“Do I really have to eat it?” asks this female icon, this woman who represents all women who have loved. She stuck to her own principles against all odds, which caused her to be shunned in her country of birth, yet she never let this defeat her courage and spirit.
I looked into that wonderful face with the artfully enticing eyes which graced the silver screen and melted hearts in the time-warped, yet timeless movie Casablanca, and replied, “Yes you do”.
And so, Ingrid Bergman took a spoon to the watery cabbage soup, accompanied by dried rough black bread, a small potato, a slither of dried cod, a ¼ oz of sugar and margarine. This meal represented the daily intake of Sylva Zalmanson, a Prisoner of Zion in a Soviet labour camp. Ingrid had flown to London on her behalf. “It’s terrible,” she had said earlier about Sylva, but was currently referring to the food.
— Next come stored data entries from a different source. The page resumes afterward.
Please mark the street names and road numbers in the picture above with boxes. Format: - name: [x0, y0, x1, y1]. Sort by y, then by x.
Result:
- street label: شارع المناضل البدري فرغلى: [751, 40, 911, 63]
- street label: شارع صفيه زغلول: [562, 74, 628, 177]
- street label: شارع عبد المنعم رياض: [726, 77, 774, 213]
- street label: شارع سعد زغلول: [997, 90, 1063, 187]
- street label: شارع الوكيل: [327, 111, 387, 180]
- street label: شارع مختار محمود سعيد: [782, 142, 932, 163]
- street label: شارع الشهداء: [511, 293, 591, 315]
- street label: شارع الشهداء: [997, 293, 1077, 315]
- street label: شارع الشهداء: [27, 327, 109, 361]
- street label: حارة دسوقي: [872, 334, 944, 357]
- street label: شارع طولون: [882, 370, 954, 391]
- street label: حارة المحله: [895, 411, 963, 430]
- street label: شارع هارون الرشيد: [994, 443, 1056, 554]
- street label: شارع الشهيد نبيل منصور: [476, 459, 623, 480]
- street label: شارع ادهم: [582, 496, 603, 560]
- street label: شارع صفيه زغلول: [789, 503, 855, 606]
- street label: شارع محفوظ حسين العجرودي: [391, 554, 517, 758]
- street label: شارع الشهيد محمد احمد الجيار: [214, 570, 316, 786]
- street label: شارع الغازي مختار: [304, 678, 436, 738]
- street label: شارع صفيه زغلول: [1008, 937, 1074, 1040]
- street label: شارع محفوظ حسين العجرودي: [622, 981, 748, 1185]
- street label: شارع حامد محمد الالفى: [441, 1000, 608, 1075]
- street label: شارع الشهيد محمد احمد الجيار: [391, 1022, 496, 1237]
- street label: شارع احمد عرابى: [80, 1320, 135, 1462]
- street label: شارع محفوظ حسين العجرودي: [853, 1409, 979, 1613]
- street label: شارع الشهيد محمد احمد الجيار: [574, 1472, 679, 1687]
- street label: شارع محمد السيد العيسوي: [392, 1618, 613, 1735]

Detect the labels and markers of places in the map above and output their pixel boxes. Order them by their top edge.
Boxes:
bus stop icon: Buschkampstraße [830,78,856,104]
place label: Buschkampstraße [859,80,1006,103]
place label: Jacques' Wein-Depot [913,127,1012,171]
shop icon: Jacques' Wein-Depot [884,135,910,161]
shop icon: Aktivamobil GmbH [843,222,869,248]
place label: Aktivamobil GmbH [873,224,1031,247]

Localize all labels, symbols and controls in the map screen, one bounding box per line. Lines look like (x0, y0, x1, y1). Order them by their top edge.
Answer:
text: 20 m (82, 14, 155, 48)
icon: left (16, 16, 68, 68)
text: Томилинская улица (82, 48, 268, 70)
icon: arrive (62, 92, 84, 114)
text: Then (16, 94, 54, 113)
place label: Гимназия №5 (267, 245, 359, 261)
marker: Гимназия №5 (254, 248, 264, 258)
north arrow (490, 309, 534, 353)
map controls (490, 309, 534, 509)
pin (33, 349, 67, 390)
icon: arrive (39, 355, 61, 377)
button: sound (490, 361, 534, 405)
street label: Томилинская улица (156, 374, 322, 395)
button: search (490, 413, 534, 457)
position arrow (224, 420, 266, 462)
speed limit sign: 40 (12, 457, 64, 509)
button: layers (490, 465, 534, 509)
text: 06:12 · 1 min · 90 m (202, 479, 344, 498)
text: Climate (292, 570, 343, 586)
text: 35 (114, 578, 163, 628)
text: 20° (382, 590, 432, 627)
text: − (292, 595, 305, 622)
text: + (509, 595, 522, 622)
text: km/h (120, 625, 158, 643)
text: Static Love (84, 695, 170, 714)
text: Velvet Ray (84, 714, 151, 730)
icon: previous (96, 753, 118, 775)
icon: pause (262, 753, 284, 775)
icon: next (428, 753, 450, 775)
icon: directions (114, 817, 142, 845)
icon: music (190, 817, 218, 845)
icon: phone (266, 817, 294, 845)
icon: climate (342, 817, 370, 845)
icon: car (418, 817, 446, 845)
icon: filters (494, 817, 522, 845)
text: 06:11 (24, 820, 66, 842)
Footage of Ingrid Bergman eating the Soviet labour camp meal (0:18). Video: Israel Intelligence Heritage and Commemoration Center
Ingrid had come to London in March 1973. She was invited by the “The 35’s”, also known as “The Women’s Campaign for Soviet Jewry“, to raise the profile of Sylva Zalmanson’s plight. Sylva was one of the few Jewish women to ever be incarcerated in the Soviet Union. In Hanukkah 1970, the news reached London that twelve Jews in Leningrad who had been refused visas to leave the Soviet Union for Israel, were arrested and charged with attempting to “hijack” an airplane. Consequently, Sylva’s husband, the pilot Eduard Kuznetzov and his co-pilot were sentenced to death. There was not a chink in the Iron Curtain at the time.
When Ingrid heard Sylva’s story, she rose to the challenge. Georges Weill, an internationally acclaimed jeweler, had designed a medallion engraved with the name, Sylva Zalmanson, within a Star of David. Hundreds of these medallions were reproduced in solid silver and, with several special orders in gold. A gold version was to be presented to Ingrid Bergman that day.
Everyone was busy. I was one of the women in black demonstrating outside the Imperial Hotel in the heart of London, where she was staying. Suddenly Big D, our leader, called me over and said, “She has to be interviewed by the BBC. They’ll be here any minute! Would you take her up to her room and stay with her for the interview?”
Who would say no?
As soon as we entered the ornate period style suite, she collapsed into a pink brocade antique wingchair. Her nobility of effort, paired with the adoration and esteem in which the public held her, did little to offset the harrowing and emotional experience.
I poured her a small brandy and handed her a large glass of water. She smiled and seemingly relaxed. At that moment, there was a tap on the door. The female journalist entered, microphone in hand.
At the end of the interview, Ingrid was asked, “Was it due to your own personal suffering that you identified with Sylva?” (In the 1950s, as a result of her torrid and turbulent love affair with the Italian director, Roberto Rossellini and the subsequent birth of their son, she was scandalized and denounced in the United States and Sweden, an indication of the puritanical times).
Those beautiful eyes widened, “Not at all,” she said. “My suffering, as you call it, was of my own doing. Sylva has been denied every person’s human right, by a cruel and tyrannical regime”. I found that to be deeply profound.
On November 7th, 2019, an event commemorating The 35’s was held at the Israel Intelligence Heritage and Commemoration Center at Glilot. The event was organized in collaboration between the Prime Minister’s Office – “Nativ” and the Central Archives for the History of the Jewish People. The occasion celebrated the unveiling of archival collections belonging to members of The 35’s and preserved at the Central Archives for the History of the Jewish People. The evening was also an opportunity to tell the story of this group of British Jewish women who fought for the rights of refuseniks and prisoners of conscience being held against their will in the Soviet Union during the 1970s and 80s.